[Extracted information]

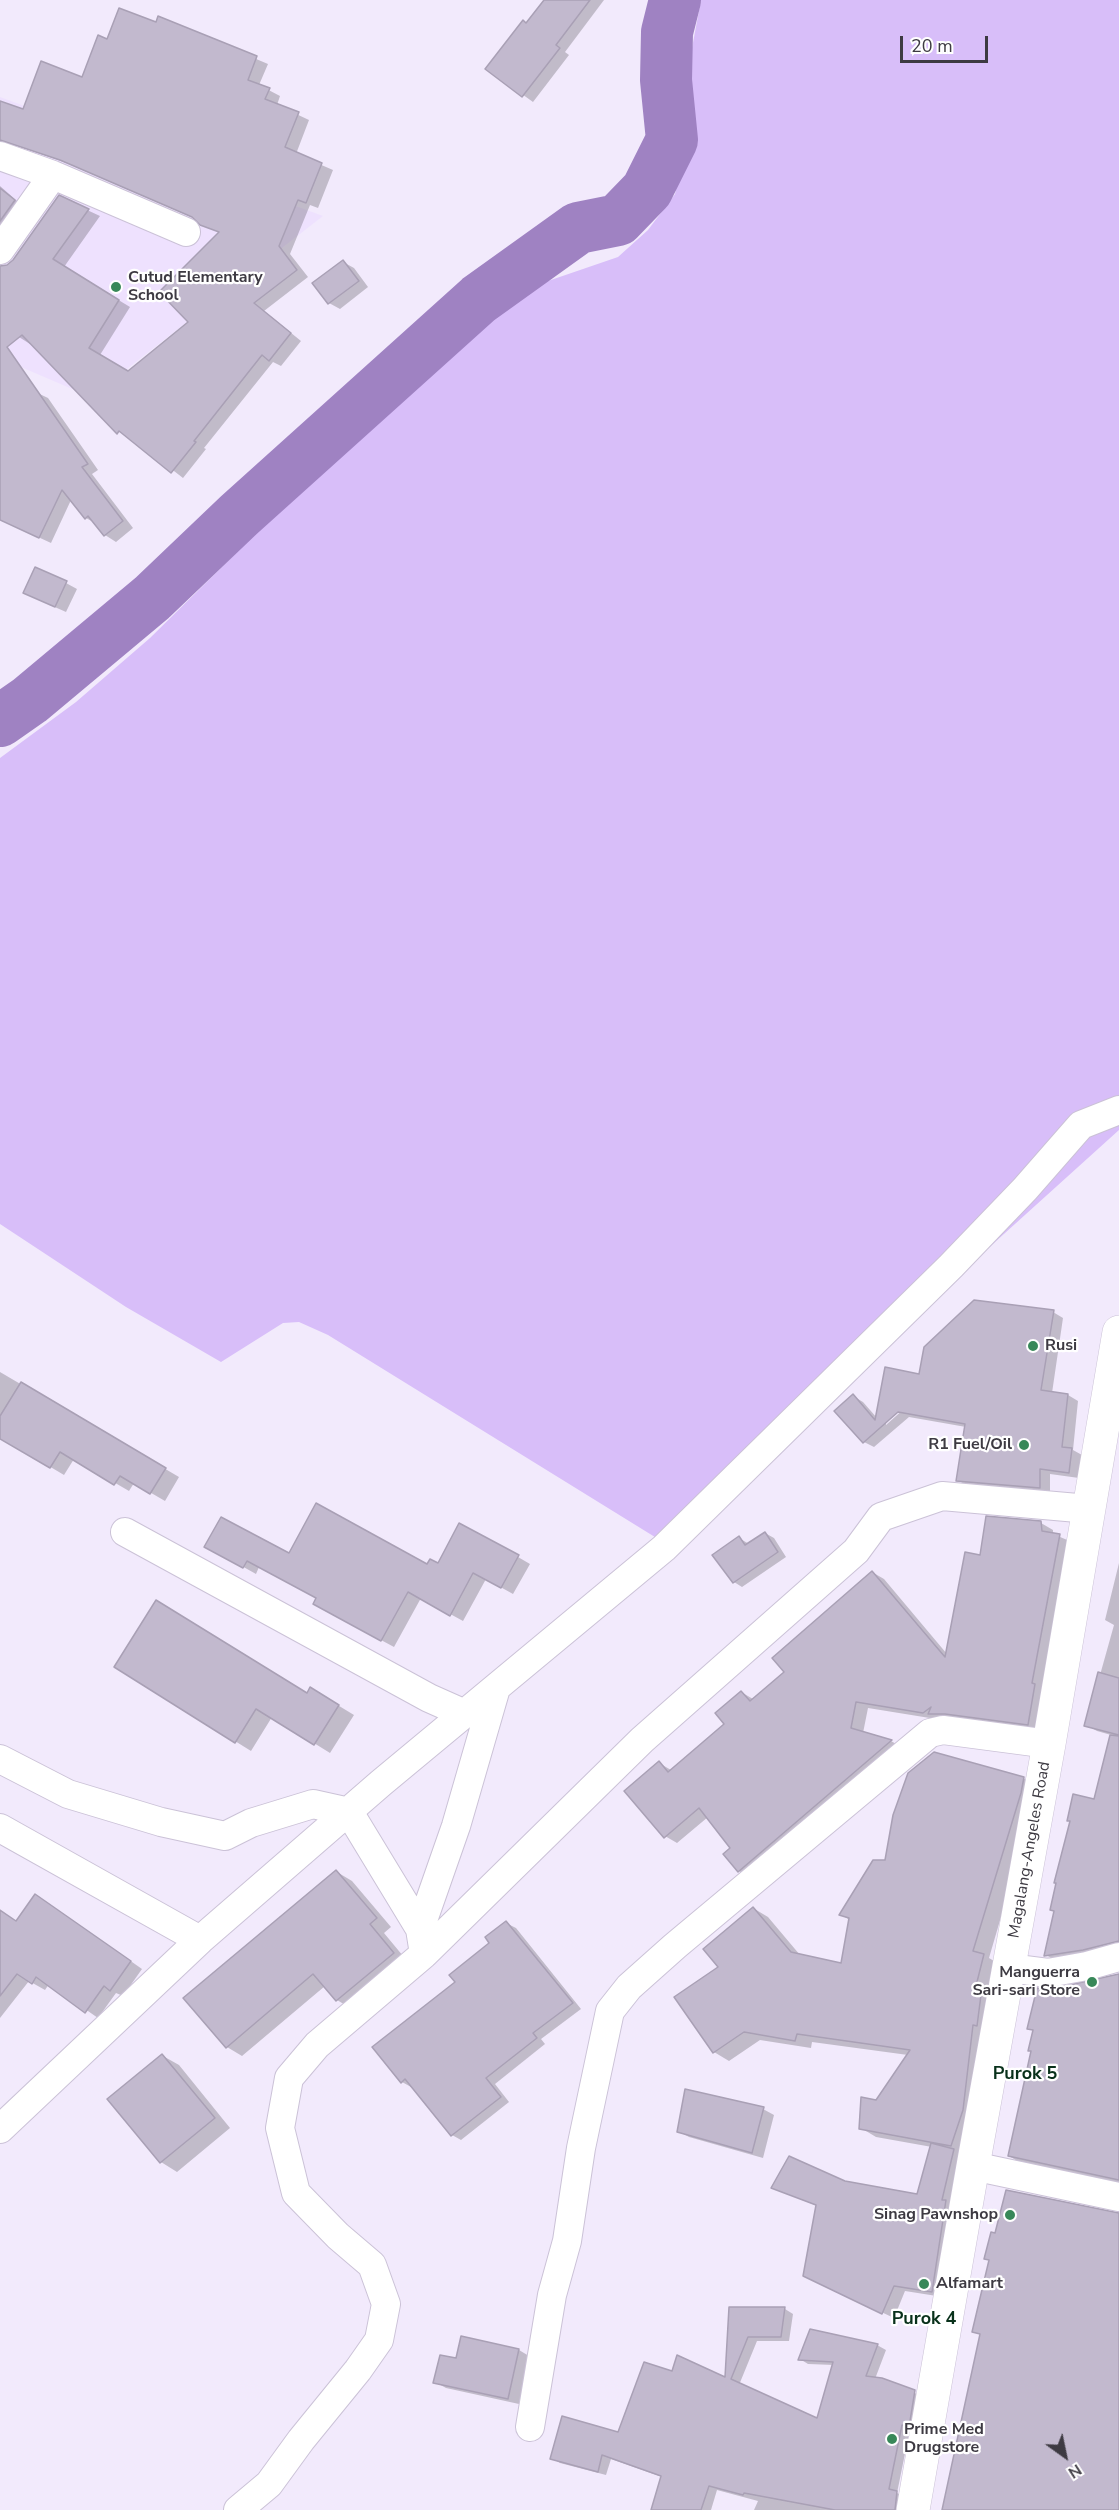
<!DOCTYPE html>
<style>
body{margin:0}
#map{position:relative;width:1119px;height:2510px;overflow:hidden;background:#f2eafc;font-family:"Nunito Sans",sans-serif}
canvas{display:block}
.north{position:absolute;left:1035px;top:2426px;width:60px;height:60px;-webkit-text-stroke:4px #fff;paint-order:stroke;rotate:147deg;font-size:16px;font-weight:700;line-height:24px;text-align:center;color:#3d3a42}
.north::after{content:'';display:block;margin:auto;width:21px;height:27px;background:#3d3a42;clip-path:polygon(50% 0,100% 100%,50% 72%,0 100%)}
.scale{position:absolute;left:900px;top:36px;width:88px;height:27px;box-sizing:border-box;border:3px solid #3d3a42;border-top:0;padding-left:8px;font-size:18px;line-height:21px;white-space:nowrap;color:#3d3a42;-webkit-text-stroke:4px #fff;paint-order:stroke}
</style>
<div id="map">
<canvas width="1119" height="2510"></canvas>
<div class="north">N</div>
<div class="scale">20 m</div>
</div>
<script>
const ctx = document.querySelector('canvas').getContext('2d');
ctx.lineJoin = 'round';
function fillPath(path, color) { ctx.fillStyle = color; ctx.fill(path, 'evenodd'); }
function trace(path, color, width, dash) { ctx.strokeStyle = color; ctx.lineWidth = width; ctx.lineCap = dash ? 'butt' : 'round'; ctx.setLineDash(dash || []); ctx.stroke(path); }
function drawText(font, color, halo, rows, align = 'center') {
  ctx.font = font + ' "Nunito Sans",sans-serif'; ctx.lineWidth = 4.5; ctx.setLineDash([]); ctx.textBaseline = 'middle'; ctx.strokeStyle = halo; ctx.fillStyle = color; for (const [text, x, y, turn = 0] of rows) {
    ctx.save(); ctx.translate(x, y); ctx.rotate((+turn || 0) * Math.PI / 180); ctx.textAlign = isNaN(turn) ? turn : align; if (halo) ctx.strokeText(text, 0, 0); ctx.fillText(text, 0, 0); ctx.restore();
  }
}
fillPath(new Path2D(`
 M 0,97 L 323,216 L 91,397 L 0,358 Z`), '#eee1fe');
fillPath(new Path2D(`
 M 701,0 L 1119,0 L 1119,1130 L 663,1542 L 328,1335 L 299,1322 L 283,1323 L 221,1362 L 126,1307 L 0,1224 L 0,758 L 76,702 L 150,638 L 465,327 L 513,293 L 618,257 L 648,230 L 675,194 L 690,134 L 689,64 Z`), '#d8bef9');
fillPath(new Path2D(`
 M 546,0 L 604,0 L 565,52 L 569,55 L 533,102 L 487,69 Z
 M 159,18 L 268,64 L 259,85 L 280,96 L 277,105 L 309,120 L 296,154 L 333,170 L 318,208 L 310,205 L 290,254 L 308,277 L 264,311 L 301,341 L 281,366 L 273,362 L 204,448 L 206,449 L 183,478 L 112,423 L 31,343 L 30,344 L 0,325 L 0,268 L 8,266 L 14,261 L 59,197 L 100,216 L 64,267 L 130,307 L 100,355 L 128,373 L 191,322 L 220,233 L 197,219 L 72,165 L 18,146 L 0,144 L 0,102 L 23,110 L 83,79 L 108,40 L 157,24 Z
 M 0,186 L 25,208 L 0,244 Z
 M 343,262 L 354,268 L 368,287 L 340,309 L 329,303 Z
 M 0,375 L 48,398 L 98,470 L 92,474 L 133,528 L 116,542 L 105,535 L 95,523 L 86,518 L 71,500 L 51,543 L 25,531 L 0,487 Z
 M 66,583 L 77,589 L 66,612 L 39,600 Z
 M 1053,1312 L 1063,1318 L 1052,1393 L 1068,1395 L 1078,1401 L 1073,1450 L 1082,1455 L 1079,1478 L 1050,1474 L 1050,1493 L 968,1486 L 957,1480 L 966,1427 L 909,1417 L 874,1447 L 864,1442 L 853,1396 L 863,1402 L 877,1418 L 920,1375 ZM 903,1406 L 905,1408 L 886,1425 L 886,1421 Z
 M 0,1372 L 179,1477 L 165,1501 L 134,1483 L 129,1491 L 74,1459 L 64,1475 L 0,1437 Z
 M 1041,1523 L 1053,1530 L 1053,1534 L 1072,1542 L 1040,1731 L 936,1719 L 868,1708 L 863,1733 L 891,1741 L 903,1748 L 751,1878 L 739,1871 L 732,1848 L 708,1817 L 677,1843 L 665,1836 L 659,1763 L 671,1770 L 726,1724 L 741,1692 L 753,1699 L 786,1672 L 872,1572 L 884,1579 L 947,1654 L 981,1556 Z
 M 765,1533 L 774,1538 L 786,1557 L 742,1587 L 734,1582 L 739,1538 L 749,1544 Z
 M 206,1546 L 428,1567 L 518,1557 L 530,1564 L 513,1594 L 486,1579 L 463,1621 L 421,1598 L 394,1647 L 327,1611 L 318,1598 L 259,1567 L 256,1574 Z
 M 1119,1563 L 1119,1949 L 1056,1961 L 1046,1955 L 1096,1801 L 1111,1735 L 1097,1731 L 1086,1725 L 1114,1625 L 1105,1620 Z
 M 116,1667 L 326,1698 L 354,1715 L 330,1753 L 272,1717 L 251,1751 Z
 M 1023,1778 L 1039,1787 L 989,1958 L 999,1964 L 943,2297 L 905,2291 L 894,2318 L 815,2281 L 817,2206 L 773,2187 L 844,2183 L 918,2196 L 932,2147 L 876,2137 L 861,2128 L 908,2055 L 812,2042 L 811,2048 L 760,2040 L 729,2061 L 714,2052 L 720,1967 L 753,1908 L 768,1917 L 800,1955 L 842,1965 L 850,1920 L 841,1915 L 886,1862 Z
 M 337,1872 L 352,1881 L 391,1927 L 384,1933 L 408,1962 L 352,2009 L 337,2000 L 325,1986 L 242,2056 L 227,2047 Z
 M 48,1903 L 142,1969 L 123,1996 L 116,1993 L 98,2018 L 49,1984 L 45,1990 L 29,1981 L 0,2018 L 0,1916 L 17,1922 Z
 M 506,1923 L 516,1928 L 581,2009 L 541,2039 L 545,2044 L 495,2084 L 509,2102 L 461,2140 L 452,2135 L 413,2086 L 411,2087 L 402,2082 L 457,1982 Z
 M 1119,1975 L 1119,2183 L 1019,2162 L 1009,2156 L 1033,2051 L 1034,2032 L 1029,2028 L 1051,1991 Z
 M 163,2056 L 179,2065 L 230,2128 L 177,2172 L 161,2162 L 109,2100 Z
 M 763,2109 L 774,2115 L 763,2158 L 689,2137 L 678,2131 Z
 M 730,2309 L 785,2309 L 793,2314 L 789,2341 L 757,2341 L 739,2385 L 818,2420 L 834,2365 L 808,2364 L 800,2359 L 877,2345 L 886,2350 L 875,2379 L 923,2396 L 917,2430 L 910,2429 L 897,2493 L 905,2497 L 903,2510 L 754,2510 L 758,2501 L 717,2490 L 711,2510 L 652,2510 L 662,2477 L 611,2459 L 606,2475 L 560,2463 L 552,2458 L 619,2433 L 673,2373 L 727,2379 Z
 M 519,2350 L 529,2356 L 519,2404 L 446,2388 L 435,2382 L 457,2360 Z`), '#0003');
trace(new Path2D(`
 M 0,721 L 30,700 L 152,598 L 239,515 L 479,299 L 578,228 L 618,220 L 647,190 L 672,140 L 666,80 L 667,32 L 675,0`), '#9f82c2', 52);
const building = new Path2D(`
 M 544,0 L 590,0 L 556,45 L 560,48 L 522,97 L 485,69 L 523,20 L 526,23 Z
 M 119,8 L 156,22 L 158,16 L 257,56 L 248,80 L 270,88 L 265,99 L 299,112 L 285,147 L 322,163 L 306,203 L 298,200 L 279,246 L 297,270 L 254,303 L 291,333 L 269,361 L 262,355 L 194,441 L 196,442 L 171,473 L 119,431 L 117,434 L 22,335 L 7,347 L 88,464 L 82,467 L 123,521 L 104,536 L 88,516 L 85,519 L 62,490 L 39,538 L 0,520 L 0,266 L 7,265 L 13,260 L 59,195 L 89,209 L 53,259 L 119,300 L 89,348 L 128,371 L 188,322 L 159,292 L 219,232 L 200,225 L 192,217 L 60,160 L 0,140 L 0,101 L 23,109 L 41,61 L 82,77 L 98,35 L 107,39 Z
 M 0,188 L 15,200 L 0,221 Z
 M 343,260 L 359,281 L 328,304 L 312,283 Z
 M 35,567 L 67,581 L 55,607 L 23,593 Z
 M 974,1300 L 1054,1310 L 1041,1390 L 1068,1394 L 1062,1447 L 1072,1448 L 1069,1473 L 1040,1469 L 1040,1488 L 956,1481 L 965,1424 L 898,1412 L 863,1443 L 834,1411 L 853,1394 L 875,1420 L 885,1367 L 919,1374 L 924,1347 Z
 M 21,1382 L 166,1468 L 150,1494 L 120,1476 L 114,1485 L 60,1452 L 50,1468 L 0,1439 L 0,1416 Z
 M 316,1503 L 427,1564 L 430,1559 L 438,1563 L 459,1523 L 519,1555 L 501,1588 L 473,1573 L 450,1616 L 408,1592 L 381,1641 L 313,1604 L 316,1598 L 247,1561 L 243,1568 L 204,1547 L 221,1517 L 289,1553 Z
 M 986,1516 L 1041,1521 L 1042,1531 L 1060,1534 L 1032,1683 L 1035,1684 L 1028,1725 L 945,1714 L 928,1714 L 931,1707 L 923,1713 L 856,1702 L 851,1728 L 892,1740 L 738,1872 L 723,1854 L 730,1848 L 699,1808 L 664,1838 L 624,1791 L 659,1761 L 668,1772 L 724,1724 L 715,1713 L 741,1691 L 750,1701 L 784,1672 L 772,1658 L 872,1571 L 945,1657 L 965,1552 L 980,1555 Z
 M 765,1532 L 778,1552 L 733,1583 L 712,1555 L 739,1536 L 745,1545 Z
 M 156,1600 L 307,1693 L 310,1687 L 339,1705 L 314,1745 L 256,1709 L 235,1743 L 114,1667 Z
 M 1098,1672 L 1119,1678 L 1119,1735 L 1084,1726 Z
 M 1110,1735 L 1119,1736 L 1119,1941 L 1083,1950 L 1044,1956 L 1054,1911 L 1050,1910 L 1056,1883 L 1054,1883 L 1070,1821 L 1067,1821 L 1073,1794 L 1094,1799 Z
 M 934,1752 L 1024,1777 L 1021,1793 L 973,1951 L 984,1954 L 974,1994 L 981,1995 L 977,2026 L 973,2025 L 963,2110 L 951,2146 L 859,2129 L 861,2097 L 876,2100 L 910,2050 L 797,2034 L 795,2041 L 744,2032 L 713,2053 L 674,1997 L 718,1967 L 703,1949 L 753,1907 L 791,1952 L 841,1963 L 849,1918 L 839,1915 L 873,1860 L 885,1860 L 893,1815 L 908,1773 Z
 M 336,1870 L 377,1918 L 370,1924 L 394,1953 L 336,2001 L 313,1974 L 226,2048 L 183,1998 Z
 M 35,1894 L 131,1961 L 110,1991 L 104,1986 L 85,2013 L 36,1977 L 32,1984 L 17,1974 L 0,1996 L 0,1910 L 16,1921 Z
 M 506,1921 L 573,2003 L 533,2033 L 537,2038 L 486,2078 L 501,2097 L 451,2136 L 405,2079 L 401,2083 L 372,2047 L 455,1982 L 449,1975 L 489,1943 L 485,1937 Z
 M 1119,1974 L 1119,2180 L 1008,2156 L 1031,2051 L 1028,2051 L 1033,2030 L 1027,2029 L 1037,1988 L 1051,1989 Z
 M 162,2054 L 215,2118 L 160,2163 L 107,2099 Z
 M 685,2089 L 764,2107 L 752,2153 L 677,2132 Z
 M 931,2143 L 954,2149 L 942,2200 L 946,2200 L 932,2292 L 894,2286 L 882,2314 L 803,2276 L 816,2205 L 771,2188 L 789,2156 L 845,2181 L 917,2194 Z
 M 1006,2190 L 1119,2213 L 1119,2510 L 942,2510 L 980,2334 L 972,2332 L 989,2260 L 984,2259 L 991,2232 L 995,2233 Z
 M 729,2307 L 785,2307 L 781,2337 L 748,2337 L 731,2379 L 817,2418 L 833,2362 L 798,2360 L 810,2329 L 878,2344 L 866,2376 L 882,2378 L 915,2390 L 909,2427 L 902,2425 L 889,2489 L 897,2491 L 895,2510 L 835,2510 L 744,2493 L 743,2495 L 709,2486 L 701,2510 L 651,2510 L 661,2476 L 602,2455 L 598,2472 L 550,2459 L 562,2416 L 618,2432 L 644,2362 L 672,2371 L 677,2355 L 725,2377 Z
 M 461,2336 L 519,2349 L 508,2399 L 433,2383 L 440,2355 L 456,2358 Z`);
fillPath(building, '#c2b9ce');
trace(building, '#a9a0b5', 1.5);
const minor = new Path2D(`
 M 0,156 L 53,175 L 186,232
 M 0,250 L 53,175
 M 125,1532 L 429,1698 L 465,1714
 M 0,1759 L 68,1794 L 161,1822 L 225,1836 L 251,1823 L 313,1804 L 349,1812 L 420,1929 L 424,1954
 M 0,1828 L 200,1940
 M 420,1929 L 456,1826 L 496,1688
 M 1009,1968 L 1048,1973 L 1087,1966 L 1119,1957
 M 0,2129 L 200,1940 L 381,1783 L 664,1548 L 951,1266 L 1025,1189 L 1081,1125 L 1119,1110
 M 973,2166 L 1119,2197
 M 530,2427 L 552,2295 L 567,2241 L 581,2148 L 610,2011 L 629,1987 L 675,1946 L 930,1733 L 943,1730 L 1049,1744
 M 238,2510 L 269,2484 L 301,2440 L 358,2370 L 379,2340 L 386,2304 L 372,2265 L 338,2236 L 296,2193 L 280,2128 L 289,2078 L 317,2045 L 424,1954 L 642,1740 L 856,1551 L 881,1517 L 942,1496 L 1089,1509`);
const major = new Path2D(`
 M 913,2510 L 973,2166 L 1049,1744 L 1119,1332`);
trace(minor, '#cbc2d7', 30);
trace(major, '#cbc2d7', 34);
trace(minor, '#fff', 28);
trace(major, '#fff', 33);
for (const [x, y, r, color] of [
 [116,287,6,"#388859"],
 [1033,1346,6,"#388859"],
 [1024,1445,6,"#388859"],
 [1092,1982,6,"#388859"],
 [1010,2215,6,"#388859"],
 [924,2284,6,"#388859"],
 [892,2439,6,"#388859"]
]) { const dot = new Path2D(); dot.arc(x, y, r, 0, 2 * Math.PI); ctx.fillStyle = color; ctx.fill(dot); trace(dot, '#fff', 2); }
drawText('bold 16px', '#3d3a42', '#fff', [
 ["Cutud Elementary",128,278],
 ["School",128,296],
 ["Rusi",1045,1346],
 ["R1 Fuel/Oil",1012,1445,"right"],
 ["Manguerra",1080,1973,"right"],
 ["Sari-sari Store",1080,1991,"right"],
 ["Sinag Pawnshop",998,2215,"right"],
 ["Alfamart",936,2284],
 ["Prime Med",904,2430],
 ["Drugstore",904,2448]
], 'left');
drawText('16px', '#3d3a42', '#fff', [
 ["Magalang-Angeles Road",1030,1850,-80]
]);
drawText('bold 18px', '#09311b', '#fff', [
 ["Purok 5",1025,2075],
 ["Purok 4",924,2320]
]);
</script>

[/Extracted information]

* _What needs to be done_
Reproduce only the lines above spanning from the line containing "function drawText(font, color, halo, rows, align" through the line containing "M 546,0 L 604,0", word for word.

* _Final answer_
function drawText(font, color, halo, rows, align = 'center') {
  ctx.font = font + ' "Nunito Sans",sans-serif'; ctx.lineWidth = 4.5; ctx.setLineDash([]); ctx.textBaseline = 'middle'; ctx.strokeStyle = halo; ctx.fillStyle = color; for (const [text, x, y, turn = 0] of rows) {
    ctx.save(); ctx.translate(x, y); ctx.rotate((+turn || 0) * Math.PI / 180); ctx.textAlign = isNaN(turn) ? turn : align; if (halo) ctx.strokeText(text, 0, 0); ctx.fillText(text, 0, 0); ctx.restore();
  }
}
fillPath(new Path2D(`
 M 0,97 L 323,216 L 91,397 L 0,358 Z`), '#eee1fe');
fillPath(new Path2D(`
 M 701,0 L 1119,0 L 1119,1130 L 663,1542 L 328,1335 L 299,1322 L 283,1323 L 221,1362 L 126,1307 L 0,1224 L 0,758 L 76,702 L 150,638 L 465,327 L 513,293 L 618,257 L 648,230 L 675,194 L 690,134 L 689,64 Z`), '#d8bef9');
fillPath(new Path2D(`
 M 546,0 L 604,0 L 565,52 L 569,55 L 533,102 L 487,69 Z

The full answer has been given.